Oficjalnym powodem, dla którego nagle zdecydowano przełożyć dyskusję nad jednym z najbardziej kontrowersyjnych pomysłów władz Lipna, była rozmowa skarbnik Jolanty Maciejko z przedstawicielem jednego z banków. Miało do niej dojść w trakcie obrad.
- Zaproponowano nam korzystniejsze warunki, muszę przygotować nową prognozę długu, projekt uchwały byłby poprawiany w niemal każdym punkcie - tłumaczyła radnym Jolanta Maciejko. O wyrozumiałość poprosił radnych także burmistrz Janusz Dobroś. Zapewnił, że uchwała dotycząca obligacji stanie na kolejnej sesji. Propozycja zmian w porządku obrad została poddana pod głosowanie.
Dziewięciu radnych zgodziło się na wycofanie tego punktu, jeden był przeciwny, dwóch się wstrzymało.
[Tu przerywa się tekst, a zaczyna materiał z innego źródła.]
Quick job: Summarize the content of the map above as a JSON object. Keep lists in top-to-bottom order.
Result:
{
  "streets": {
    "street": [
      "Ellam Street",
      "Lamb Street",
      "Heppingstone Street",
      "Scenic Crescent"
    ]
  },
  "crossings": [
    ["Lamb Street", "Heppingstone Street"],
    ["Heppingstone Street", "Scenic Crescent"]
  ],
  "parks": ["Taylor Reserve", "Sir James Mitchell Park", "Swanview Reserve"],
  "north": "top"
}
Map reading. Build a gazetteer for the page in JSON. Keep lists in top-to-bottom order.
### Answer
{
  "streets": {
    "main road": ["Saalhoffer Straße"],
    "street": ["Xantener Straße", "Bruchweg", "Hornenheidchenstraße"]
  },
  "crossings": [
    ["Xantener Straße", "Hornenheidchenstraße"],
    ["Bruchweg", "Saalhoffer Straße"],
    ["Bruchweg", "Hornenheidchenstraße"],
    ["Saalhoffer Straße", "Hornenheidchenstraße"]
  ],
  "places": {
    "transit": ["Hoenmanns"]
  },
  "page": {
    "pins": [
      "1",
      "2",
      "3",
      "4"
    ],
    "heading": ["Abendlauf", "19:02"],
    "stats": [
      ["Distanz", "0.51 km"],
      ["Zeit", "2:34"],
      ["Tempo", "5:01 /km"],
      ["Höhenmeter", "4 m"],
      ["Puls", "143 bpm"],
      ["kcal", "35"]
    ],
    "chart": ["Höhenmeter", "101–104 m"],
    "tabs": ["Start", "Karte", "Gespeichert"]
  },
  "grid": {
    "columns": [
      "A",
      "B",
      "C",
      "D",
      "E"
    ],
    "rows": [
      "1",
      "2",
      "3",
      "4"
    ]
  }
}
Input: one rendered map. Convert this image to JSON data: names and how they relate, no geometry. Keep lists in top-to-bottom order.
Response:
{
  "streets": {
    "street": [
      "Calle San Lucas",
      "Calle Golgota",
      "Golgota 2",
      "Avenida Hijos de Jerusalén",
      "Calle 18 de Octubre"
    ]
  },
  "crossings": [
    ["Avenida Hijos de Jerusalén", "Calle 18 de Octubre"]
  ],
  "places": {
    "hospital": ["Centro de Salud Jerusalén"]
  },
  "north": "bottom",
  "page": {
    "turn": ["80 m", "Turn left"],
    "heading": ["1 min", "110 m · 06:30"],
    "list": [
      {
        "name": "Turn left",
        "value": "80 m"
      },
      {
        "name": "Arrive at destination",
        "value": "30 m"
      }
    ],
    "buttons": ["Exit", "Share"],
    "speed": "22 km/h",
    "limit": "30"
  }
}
Członkowie opozycji uważają, że nagłe wycofanie tego punktu było nieprzypadkowe. - Tę uchwałę przygotowywano na kolanie, Regionalna Izba Obrachunkowa na pewno by ją zakwestionowała - przekonuje Krzysztof Korpalski, radny. Radni Platformy Obywatelskiej , podobnie jak radny Stanisław Spisz krytykowali nie tylko projekt uchwały, ale również sam pomysł emisji obligacji.
Podkreślali, że miasto jest bardzo zadłużone, więc z emisją obligacji komunalnych wiąże się dodatkowe ryzyko. W projekcie wycofanej uchwały znalazł się zapis, że emisja 78 sztuk obligacji o wartości nominalnej po 100 tys. zł na łączną kwotę 6,8 mln zł będzie przeznaczona na sfinansowanie planowanego deficytu budżetowego.
Pieniądze miałyby pokryć także wydatki związane z udziałem miasta w budowie obwodnicy, z utworzeniem powiatowej strefy gospodarczej. Przeznaczone byłyby na przebudowę ulicy 22 Stycznia i na adaptację lokali socjalnych. Za obligacje władze miasta zamierzały także zmodernizować kotłownię Konwektor i spłacić zaległe zobowiązania Zakładu Obsługi Komunalnej oraz spłacić pożyczki i kredyty zaciągnięte w latach poprzednich.